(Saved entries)
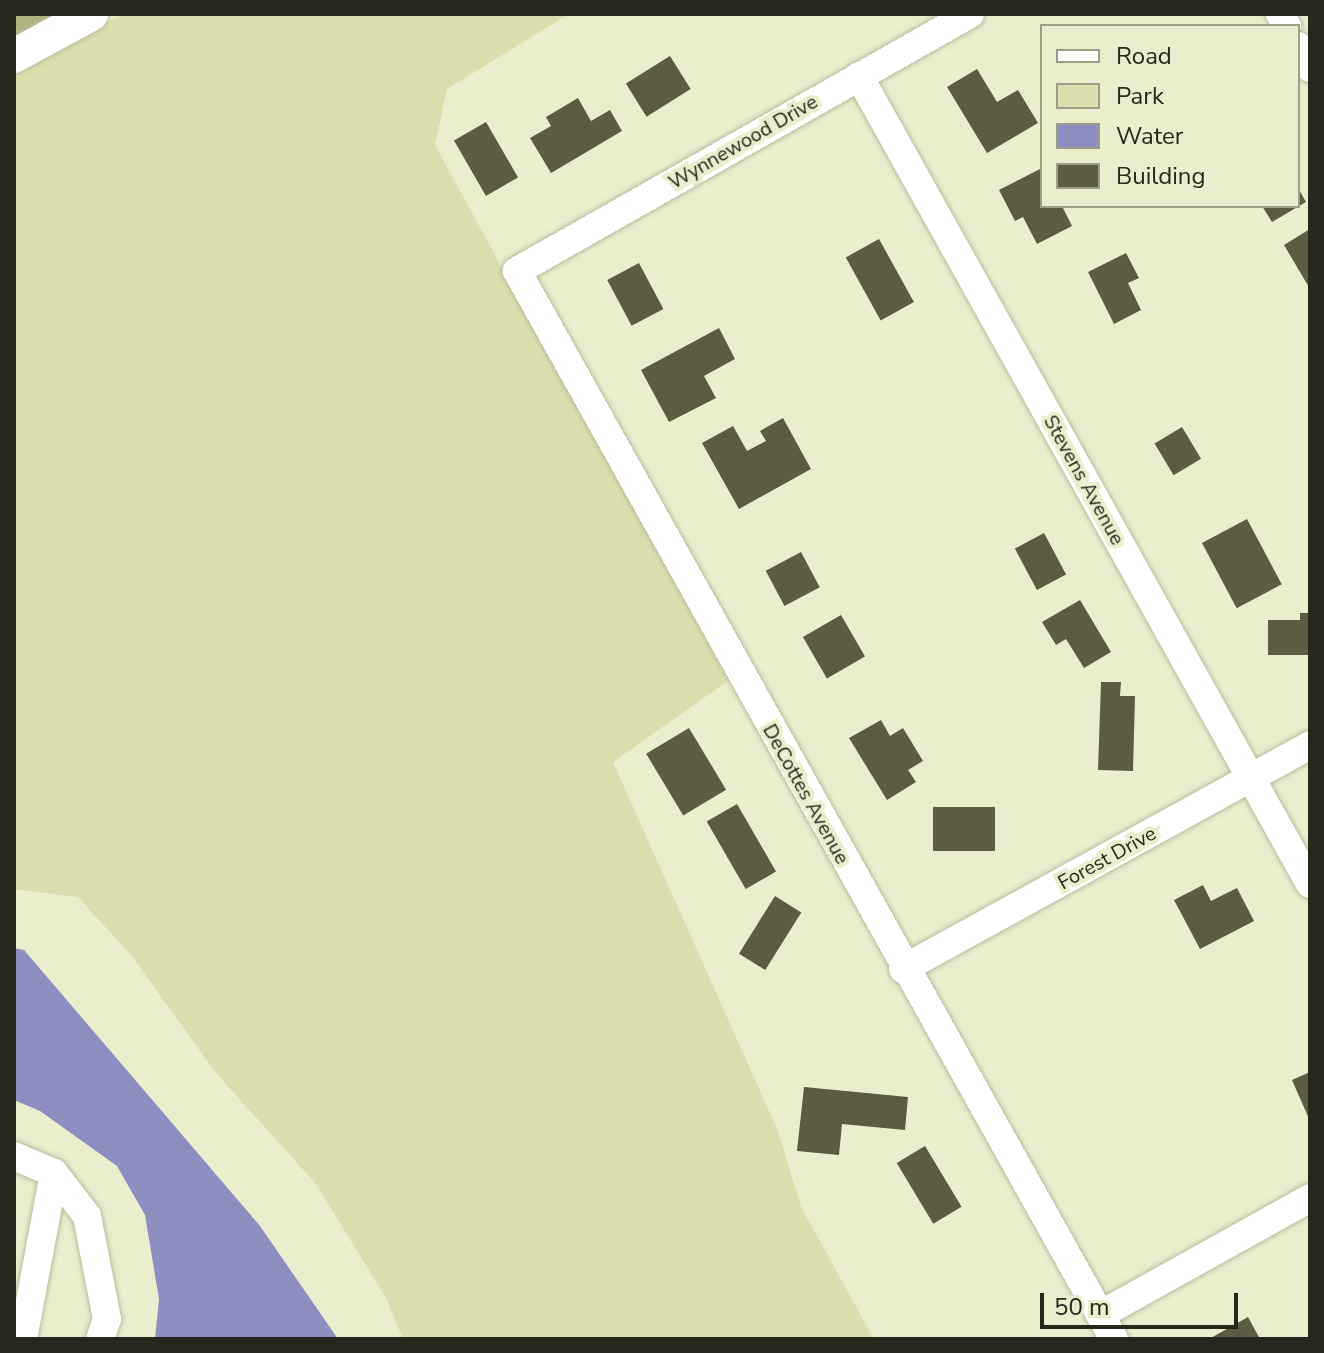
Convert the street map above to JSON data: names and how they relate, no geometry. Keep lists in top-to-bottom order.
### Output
{
  "streets": {
    "street": [
      "Wynnewood Drive",
      "Stevens Avenue",
      "DeCottes Avenue",
      "Forest Drive"
    ]
  },
  "crossings": [
    ["Wynnewood Drive", "Stevens Avenue"],
    ["Wynnewood Drive", "DeCottes Avenue"],
    ["Stevens Avenue", "Forest Drive"],
    ["DeCottes Avenue", "Forest Drive"]
  ],
  "legend": [
    "Road",
    "Park",
    "Water",
    "Building"
  ],
  "scale_bar": "50 m"
}
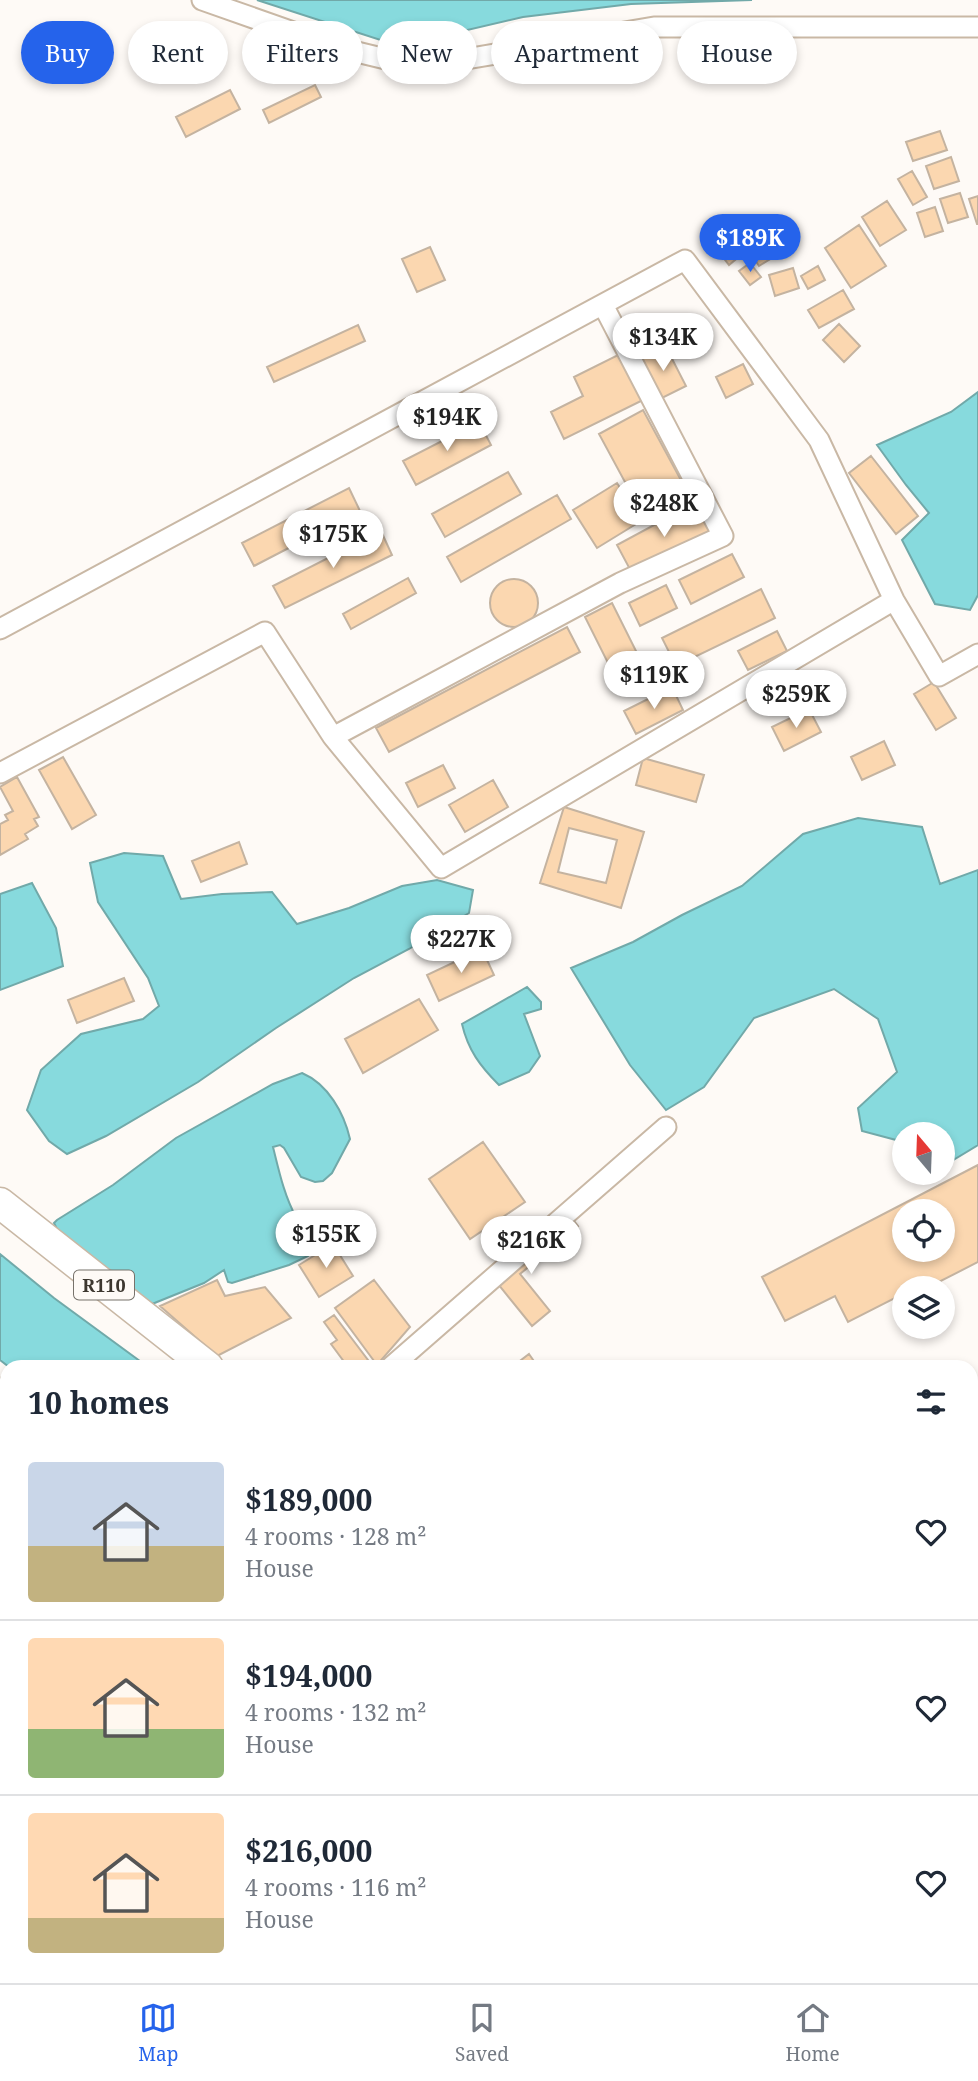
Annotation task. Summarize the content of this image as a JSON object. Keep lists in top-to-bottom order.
{
  "streets": {
    "main road": ["R110"]
  },
  "north": "top",
  "page": {
    "chip": [
      "Buy",
      "Rent",
      "Filters",
      "New",
      "Apartment",
      "House"
    ],
    "price": [
      "$189K",
      "$134K",
      "$194K",
      "$248K",
      "$175K",
      "$119K",
      "$259K",
      "$227K",
      "$155K",
      "$216K"
    ],
    "heading": "10 homes",
    "list": [
      {
        "name": "$189,000",
        "note": "4 rooms · 128 m² · House"
      },
      {
        "name": "$194,000",
        "note": "4 rooms · 132 m² · House"
      },
      {
        "name": "$216,000",
        "note": "4 rooms · 116 m² · House"
      }
    ],
    "tabs": ["Map", "Saved", "Home"]
  }
}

# AIM OF THE TASK
Give back every record above word for word; the pictures have no place in it.

# EXPECTED ANSWER
Convert the street map above to JSON data: names and how they relate, no geometry. Keep lists in top-to-bottom order.
### Output
{
  "streets": {
    "street": [
      "Wynnewood Drive",
      "Stevens Avenue",
      "DeCottes Avenue",
      "Forest Drive"
    ]
  },
  "crossings": [
    ["Wynnewood Drive", "Stevens Avenue"],
    ["Wynnewood Drive", "DeCottes Avenue"],
    ["Stevens Avenue", "Forest Drive"],
    ["DeCottes Avenue", "Forest Drive"]
  ],
  "legend": [
    "Road",
    "Park",
    "Water",
    "Building"
  ],
  "scale_bar": "50 m"
}
Annotation task. Summarize the content of this image as a JSON object. Keep lists in top-to-bottom order.
{
  "streets": {
    "main road": ["R110"]
  },
  "north": "top",
  "page": {
    "chip": [
      "Buy",
      "Rent",
      "Filters",
      "New",
      "Apartment",
      "House"
    ],
    "price": [
      "$189K",
      "$134K",
      "$194K",
      "$248K",
      "$175K",
      "$119K",
      "$259K",
      "$227K",
      "$155K",
      "$216K"
    ],
    "heading": "10 homes",
    "list": [
      {
        "name": "$189,000",
        "note": "4 rooms · 128 m² · House"
      },
      {
        "name": "$194,000",
        "note": "4 rooms · 132 m² · House"
      },
      {
        "name": "$216,000",
        "note": "4 rooms · 116 m² · House"
      }
    ],
    "tabs": ["Map", "Saved", "Home"]
  }
}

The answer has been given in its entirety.